--- Supplied records Enclosed Below ---

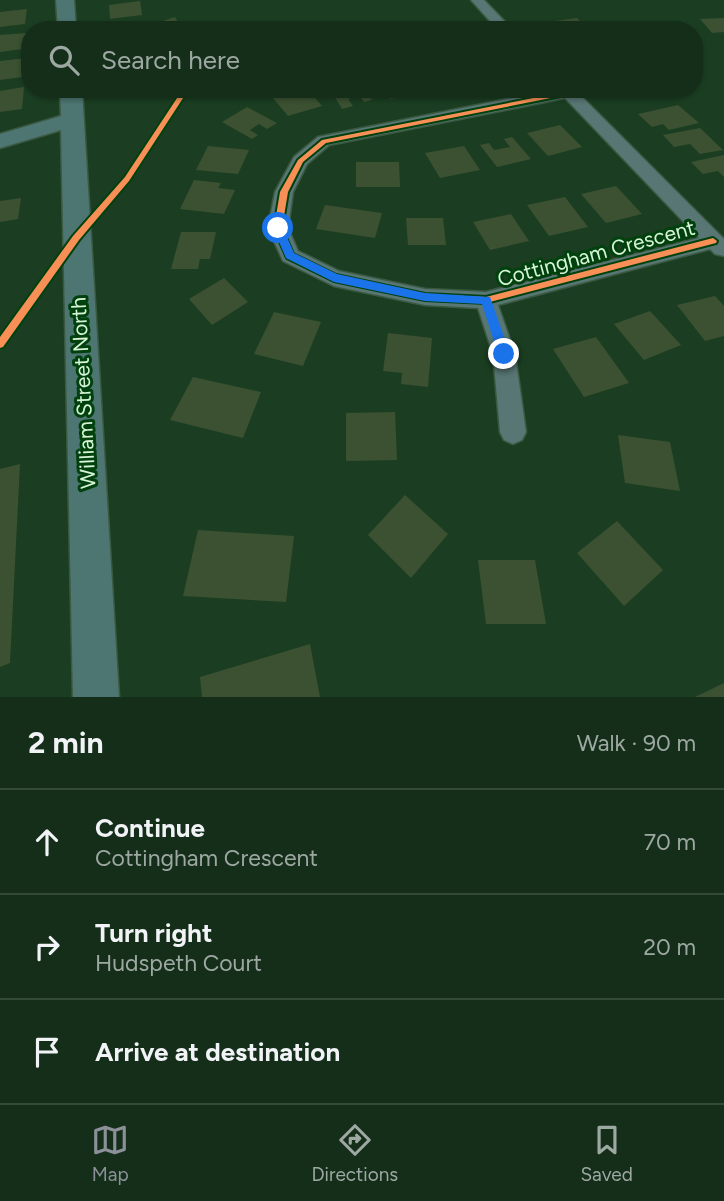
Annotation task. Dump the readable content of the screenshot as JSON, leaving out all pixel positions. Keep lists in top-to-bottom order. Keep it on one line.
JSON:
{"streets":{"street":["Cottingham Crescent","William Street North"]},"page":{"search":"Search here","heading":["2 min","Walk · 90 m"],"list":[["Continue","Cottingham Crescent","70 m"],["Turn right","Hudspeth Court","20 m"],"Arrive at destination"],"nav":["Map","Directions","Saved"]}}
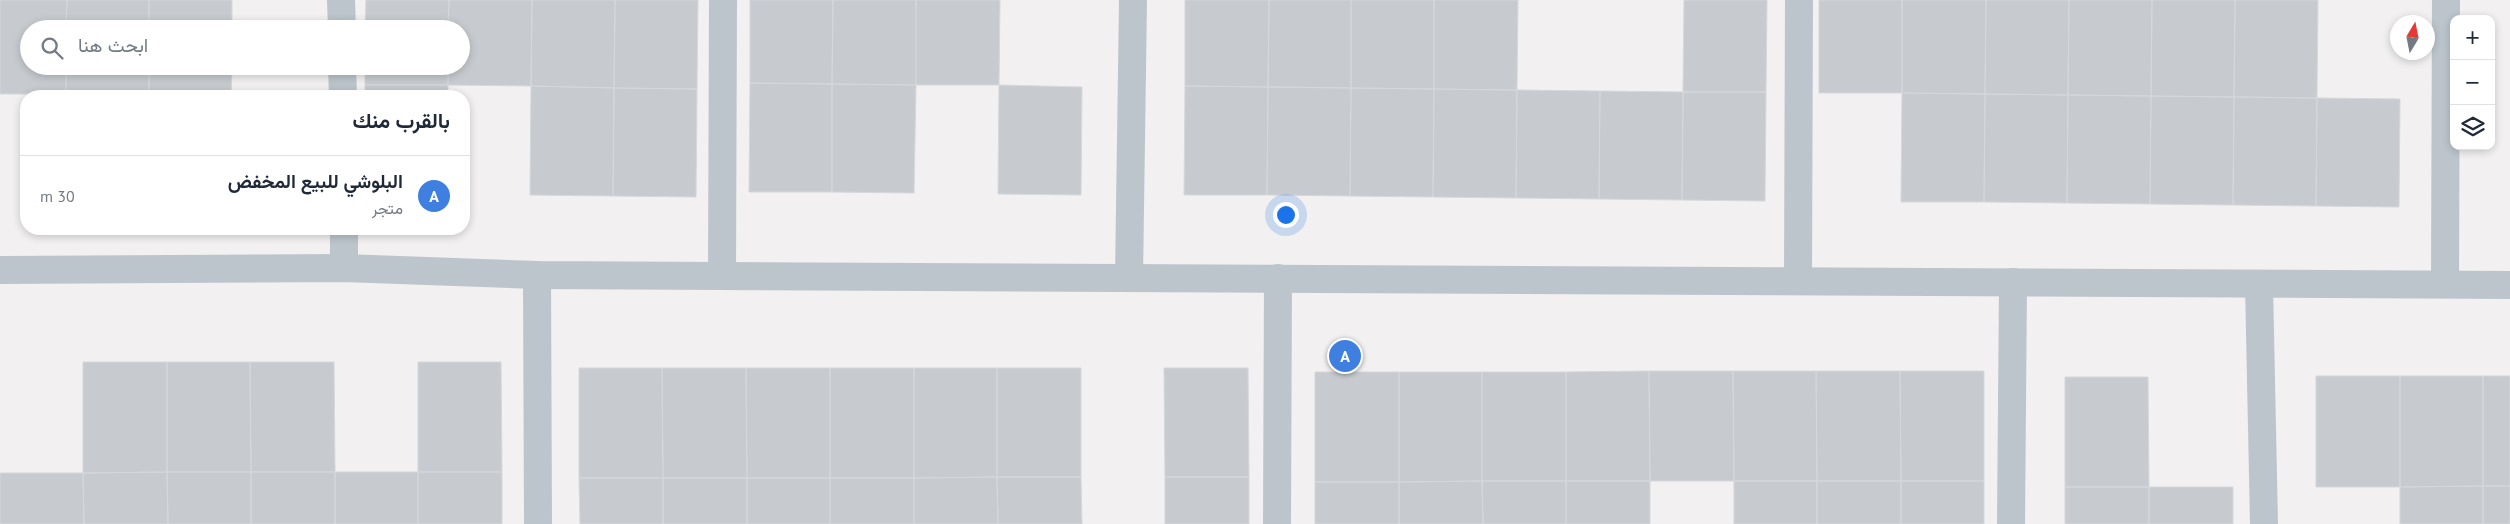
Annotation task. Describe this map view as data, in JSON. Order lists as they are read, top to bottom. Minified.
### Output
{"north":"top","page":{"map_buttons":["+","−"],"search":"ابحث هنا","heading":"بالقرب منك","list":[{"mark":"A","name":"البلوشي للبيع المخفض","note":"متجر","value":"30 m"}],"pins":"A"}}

--- End of Enclosed Supplied records ---

Your answer should consist of each line of the data above in which the word "task" occurs.

■ Result ■
Annotation task. Dump the readable content of the screenshot as JSON, leaving out all pixel positions. Keep lists in top-to-bottom order. Keep it on one line.
Annotation task. Describe this map view as data, in JSON. Order lists as they are read, top to bottom. Minified.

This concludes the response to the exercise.